If you get crazy for American food it is all here, from McDonald's to the Marriott Hotel's best restaurant I have ever eaten in. The Hyatt is pretty good too. Radio Shack is here, and other discount US retailers have just gotten permission to move in, including banks. There are Casinos, all the latest movies (movies are about a dollar for the best, in English) and thousands of computer diskettes for just a couple of dollars, though not quite legal, I understand. Playstation games are less than $1.00 but only run on the 220 voltage. I trained one of my maids who was formerly a cook for a group of Japanese students how to cook American. She is excellent. And I get my hot whole wheat bread fresh from the oven every day.
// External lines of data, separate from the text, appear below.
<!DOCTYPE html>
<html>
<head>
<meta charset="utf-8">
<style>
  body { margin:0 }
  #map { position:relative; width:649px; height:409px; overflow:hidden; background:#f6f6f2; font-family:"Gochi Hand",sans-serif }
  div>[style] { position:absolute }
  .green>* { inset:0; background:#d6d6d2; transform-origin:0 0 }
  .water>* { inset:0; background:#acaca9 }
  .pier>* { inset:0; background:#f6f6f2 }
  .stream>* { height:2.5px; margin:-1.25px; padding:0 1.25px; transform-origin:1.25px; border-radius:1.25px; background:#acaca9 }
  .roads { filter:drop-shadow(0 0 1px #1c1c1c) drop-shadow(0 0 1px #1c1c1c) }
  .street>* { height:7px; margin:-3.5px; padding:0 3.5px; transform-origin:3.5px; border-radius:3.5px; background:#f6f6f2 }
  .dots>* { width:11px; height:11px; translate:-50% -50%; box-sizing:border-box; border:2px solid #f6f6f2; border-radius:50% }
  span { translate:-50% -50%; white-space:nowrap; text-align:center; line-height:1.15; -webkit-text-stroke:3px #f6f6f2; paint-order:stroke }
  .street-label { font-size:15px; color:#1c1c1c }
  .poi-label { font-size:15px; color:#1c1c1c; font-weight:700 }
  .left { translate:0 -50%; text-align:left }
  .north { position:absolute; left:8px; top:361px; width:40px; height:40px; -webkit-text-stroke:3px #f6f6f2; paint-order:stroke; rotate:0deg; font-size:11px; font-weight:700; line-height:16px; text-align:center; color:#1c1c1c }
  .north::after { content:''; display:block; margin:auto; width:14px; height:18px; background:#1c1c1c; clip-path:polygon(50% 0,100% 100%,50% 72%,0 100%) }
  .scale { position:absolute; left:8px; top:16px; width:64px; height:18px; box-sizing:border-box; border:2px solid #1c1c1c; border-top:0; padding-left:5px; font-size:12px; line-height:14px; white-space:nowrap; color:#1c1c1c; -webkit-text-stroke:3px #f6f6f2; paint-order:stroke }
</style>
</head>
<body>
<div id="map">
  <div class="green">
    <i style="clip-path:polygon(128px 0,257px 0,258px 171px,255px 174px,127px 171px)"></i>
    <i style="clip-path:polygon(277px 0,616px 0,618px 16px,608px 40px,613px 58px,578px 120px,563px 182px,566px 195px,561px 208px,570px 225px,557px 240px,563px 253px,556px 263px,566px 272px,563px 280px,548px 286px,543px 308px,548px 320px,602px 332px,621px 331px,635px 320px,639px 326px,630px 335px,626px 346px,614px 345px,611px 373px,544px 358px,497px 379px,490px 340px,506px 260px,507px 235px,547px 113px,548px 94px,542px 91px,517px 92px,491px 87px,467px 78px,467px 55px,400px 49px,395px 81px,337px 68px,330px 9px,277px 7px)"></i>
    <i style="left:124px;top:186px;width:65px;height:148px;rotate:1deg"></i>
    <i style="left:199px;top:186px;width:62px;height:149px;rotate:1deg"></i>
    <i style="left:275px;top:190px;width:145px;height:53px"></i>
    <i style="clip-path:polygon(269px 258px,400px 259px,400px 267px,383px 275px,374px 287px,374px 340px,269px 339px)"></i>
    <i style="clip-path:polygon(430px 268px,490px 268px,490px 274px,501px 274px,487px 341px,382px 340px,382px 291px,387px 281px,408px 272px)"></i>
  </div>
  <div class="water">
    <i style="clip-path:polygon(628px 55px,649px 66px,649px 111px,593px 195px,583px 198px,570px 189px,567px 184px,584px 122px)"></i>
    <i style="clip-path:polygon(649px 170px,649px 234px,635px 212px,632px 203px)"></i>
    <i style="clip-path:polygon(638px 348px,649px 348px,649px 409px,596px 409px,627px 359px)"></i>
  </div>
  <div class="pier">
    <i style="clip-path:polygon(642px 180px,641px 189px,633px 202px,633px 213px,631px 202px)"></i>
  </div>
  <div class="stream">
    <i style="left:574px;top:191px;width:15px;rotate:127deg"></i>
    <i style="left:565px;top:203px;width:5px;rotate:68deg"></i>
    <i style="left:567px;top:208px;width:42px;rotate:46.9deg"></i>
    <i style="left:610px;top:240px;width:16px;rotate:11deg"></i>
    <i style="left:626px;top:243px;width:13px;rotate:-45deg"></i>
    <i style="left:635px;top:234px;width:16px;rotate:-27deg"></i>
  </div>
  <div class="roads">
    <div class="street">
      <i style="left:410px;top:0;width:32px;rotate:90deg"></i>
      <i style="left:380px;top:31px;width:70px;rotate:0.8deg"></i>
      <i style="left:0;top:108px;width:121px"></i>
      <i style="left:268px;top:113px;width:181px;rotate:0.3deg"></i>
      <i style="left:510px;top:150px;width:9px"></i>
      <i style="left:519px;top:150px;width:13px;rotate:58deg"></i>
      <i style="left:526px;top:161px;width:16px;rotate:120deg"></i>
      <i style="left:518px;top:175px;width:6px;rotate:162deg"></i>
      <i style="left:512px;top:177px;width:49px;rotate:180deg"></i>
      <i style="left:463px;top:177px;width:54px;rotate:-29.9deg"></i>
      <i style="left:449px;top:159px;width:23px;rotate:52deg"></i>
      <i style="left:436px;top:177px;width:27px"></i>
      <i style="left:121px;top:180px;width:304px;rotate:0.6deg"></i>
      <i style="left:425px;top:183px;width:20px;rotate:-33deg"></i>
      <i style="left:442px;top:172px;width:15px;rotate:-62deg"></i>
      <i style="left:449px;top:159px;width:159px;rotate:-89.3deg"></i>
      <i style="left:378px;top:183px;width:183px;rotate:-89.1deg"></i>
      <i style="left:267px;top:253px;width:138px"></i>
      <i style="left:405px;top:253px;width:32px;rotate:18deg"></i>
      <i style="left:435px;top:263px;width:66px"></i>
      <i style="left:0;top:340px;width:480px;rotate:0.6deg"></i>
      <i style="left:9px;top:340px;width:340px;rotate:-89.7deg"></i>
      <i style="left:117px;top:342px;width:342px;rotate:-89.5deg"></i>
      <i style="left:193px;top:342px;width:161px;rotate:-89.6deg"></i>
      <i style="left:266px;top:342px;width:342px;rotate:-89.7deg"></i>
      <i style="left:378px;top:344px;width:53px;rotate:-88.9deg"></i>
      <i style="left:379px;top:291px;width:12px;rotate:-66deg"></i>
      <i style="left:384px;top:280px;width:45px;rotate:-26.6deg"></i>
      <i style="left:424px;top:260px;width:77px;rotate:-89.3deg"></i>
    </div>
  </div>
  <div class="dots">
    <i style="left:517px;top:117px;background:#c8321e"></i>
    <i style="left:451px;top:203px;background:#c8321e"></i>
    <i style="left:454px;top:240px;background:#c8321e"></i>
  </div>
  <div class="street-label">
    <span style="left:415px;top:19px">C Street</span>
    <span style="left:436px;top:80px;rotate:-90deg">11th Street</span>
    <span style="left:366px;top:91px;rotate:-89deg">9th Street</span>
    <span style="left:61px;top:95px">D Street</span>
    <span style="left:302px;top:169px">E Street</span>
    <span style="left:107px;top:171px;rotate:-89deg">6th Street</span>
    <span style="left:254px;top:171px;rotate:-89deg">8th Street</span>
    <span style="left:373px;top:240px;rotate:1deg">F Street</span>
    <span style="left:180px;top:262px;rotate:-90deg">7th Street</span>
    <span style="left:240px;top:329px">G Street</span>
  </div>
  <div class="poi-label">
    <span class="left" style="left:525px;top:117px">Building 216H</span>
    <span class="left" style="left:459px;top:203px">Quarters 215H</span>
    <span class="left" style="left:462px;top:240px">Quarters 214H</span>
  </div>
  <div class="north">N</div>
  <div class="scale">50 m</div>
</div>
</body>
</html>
Filipino men are very handsome and romantic. The women are beautiful and a delight to be around. Nightlife is fantastic and cheap. I guess the Philippines is known for that, more than anything else is. I don't so much nightlife because I married one of these beauties seven years ago. She is the best thing that has happened in my life, next to moving here.
Universities abound in Cebu. It is an excellent place to get a very cheap but good education. You may know of the many Filipino MD's, nurses, CPA's, lawyers, etc. working in the States on their Filipino credentials after taking a state test of certification. The courses here are geared to US requirements. Computer schools have sprung up everywhere in the last few years. A private tutorial on Corel Draw or PhotoShop or some such by a local computer school teacher, is about $50 if they come to your home: about $5.00 less if you go to them. Language lessons, if you want to learn just about any foreign language can be had for about $1.00 per hour.
There are some political and economic problems, but they do not seem to be a threat to me here in Cebu. All of that seems as about as remote to me as the States. All I know is the peso continues to weaken and the dollar gets stronger every time some radical group makes a bomb scare in Manila. I do not recommend even visiting Manila. It is dirty, expensive and unfriendly, compared to the rest of the Philippines. This isolated violence, mostly in Manila and a large island far to the south, Mindano, is recent and hopefully short lived. I feel sure it will not spread, but that as all of this above, is only my opinion.
If you would like more information about visiting or relocating here, drop me e-mail at firstname.lastname@example.org. I will answer you as soon as I have time. If you need any products, books or information, let me know.
A great book to read before coming is "Culture Shock: Philippines." Also the Lonely Planets Guide series, Philippine Survival Guide is very good, but very different. Filipino English newspapers are available on the Web. I recommend the Cebu Sun.Star for information on Cebu. Another good one is the Freeman. The web is full of information on Cebu and the Philippines.
Please be aware there are no jobs available to foreigners. So you must have some income to live here.